-- Record set follows --
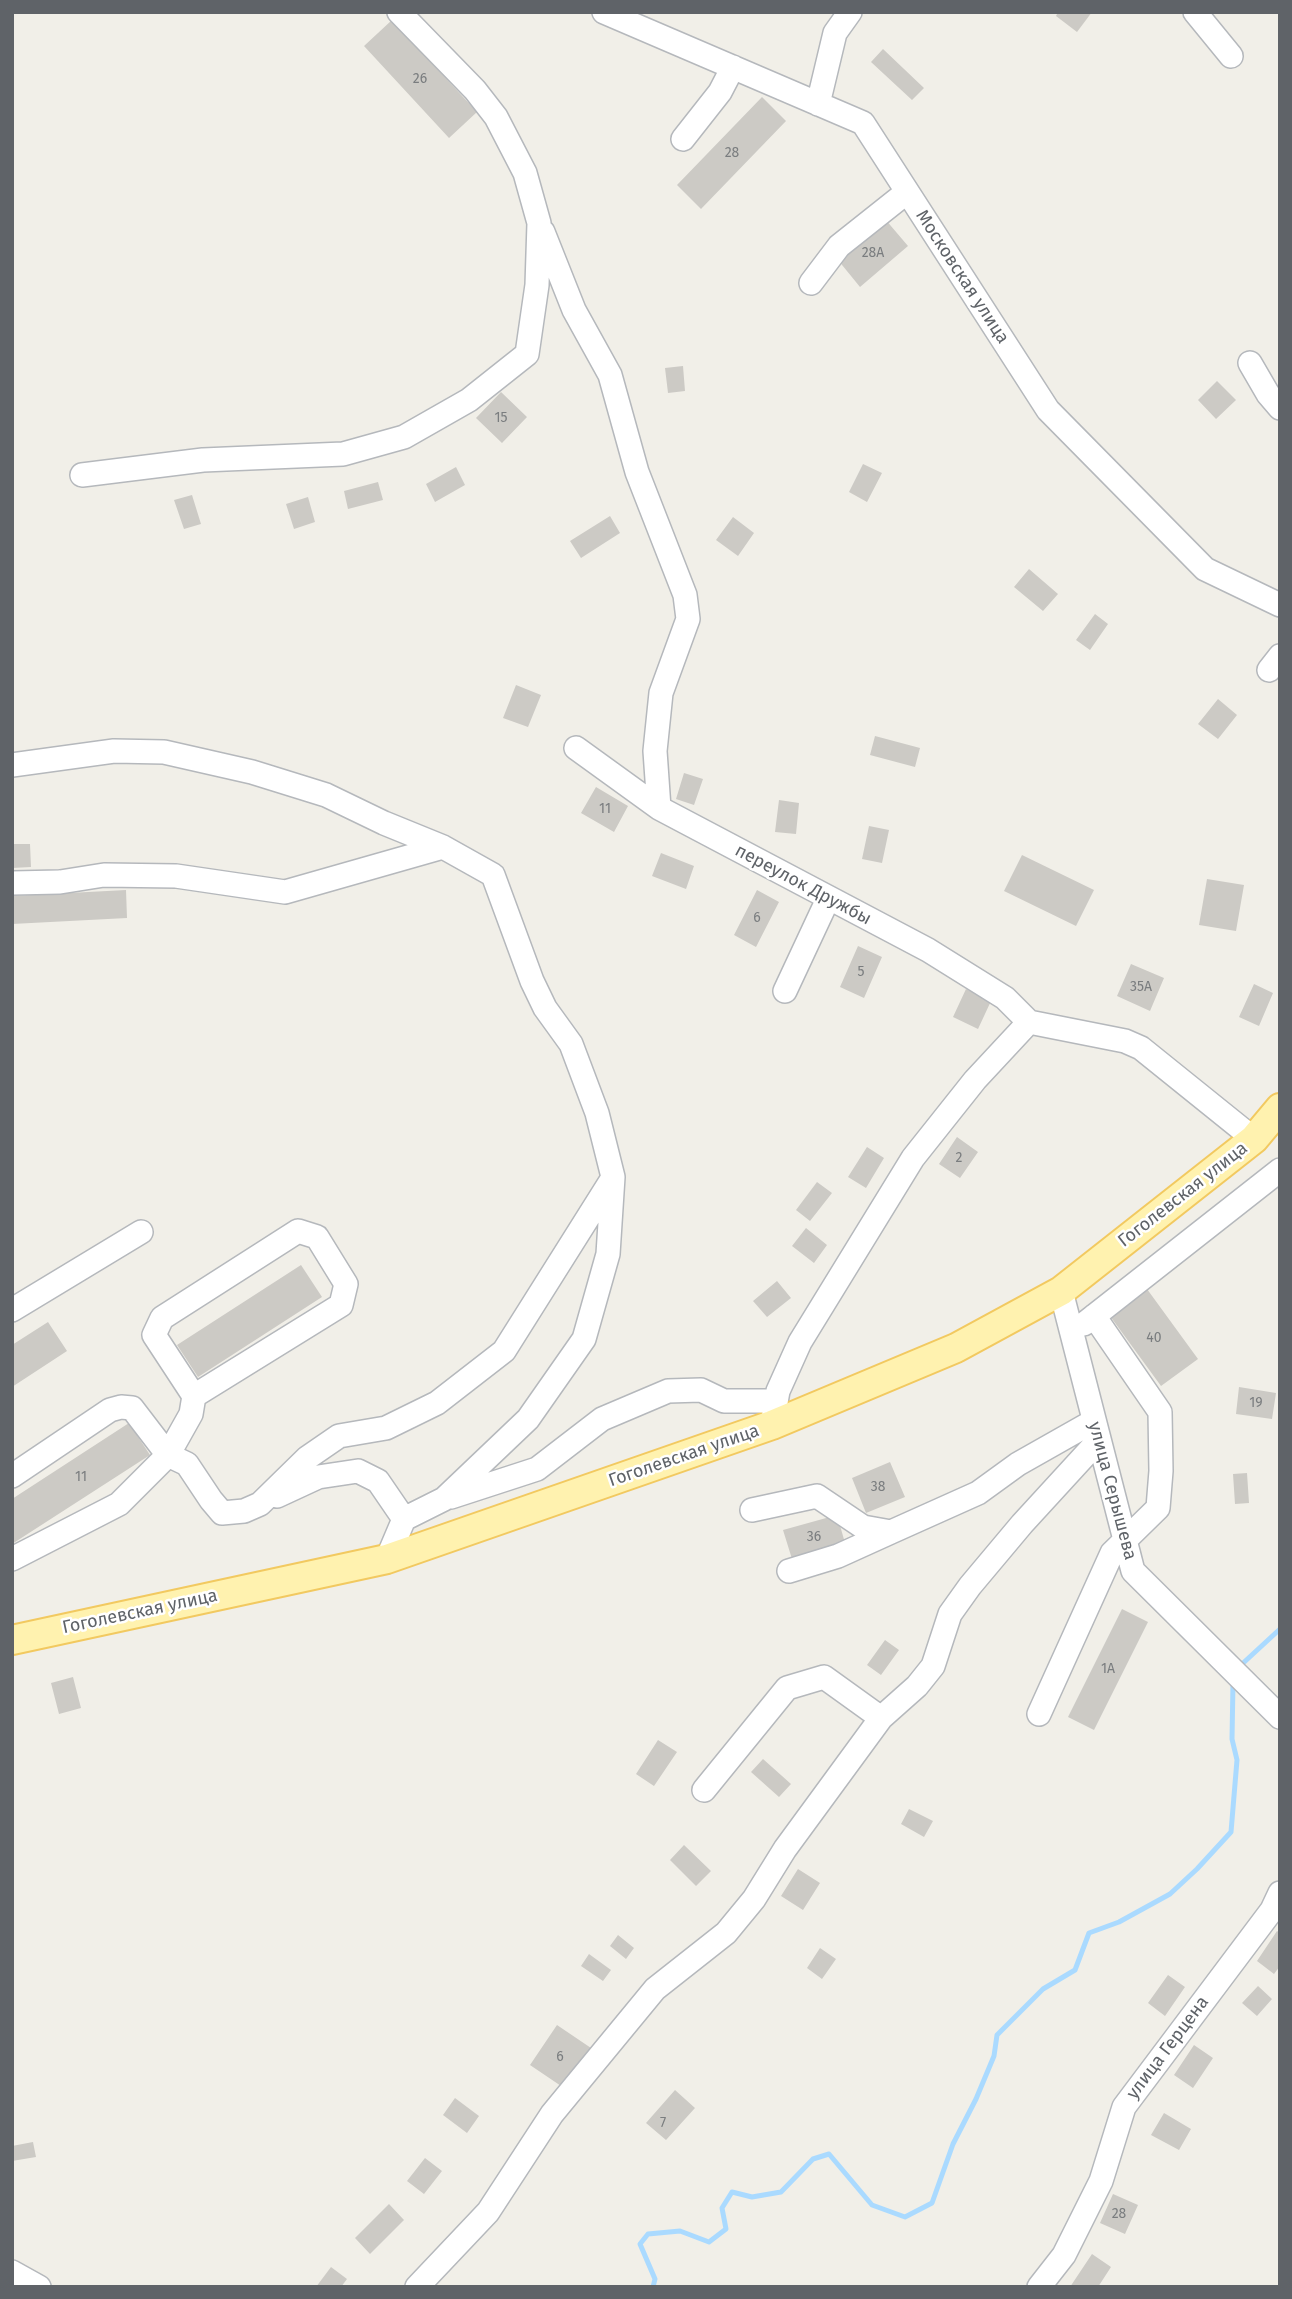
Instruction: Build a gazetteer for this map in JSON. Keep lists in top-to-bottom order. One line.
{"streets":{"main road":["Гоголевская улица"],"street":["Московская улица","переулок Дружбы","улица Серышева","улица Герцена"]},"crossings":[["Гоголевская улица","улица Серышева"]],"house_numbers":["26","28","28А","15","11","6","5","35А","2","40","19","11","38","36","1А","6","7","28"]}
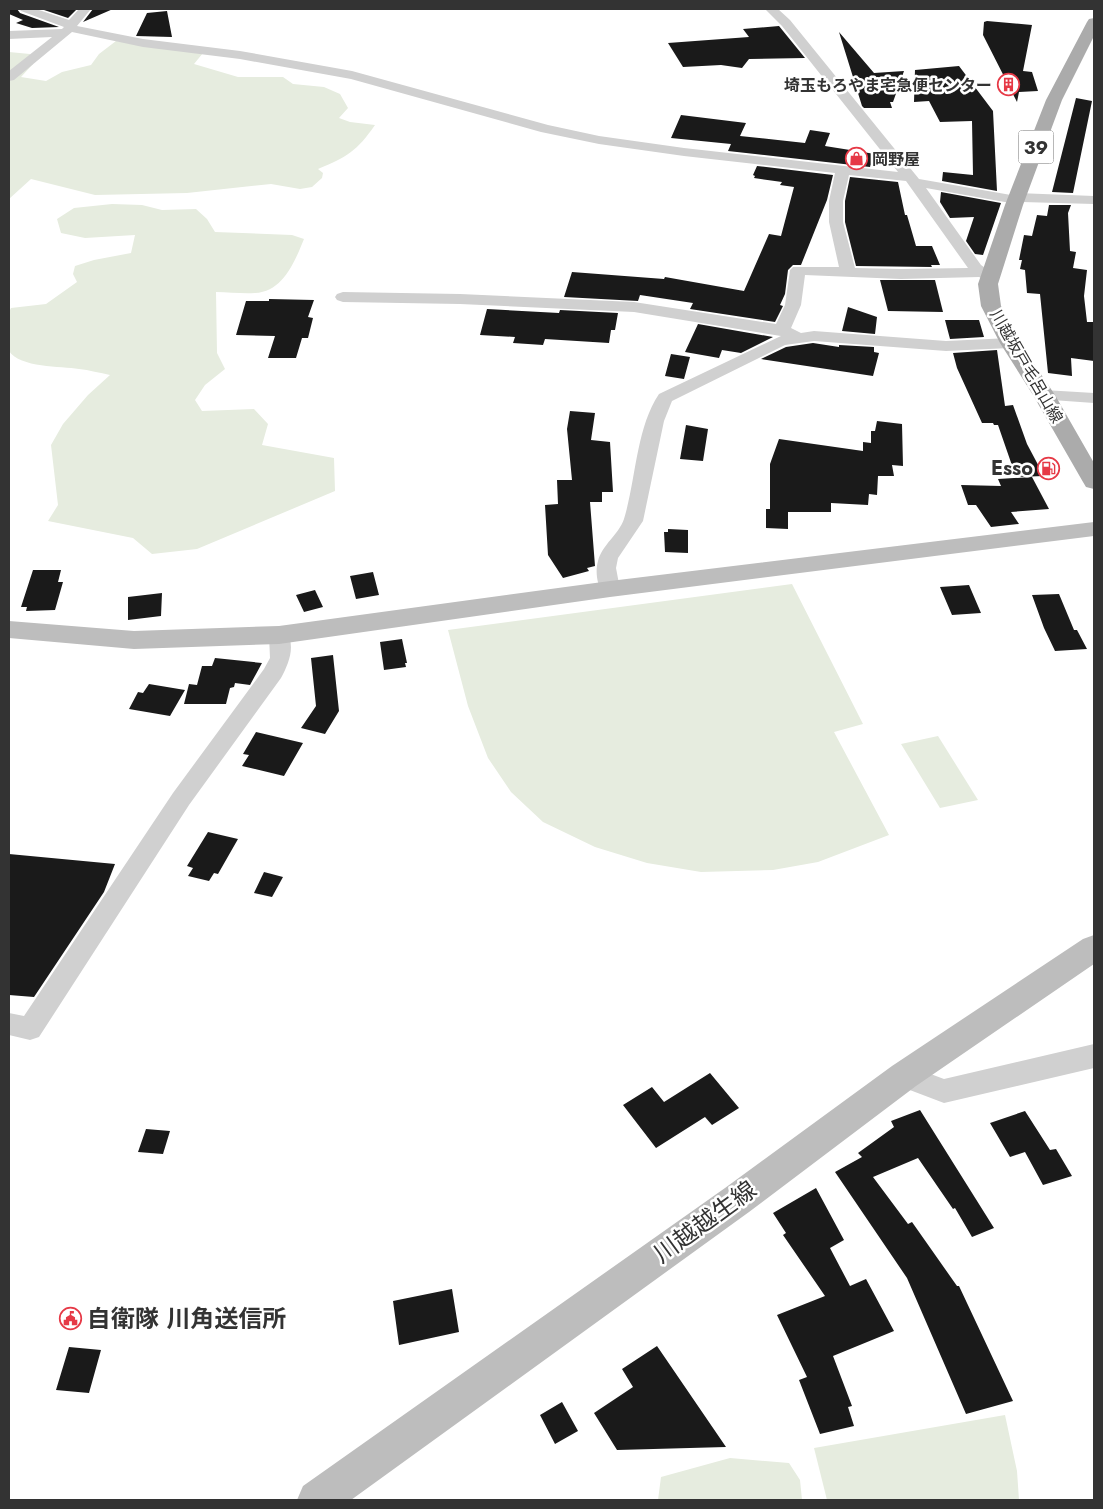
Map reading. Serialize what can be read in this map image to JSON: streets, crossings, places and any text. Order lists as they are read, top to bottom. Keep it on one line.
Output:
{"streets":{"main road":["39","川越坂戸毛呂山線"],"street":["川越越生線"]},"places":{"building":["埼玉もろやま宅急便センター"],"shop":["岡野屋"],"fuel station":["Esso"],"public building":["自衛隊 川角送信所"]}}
-- Record set concluded --
#### [Exercise]
Starting with the line that contains "Map reading. Serialize", return every line through the last one of the records, exactly as written.

#### [Answer to this exercise]
Map reading. Serialize what can be read in this map image to JSON: streets, crossings, places and any text. Order lists as they are read, top to bottom. Keep it on one line.
Output:
{"streets":{"main road":["39","川越坂戸毛呂山線"],"street":["川越越生線"]},"places":{"building":["埼玉もろやま宅急便センター"],"shop":["岡野屋"],"fuel station":["Esso"],"public building":["自衛隊 川角送信所"]}}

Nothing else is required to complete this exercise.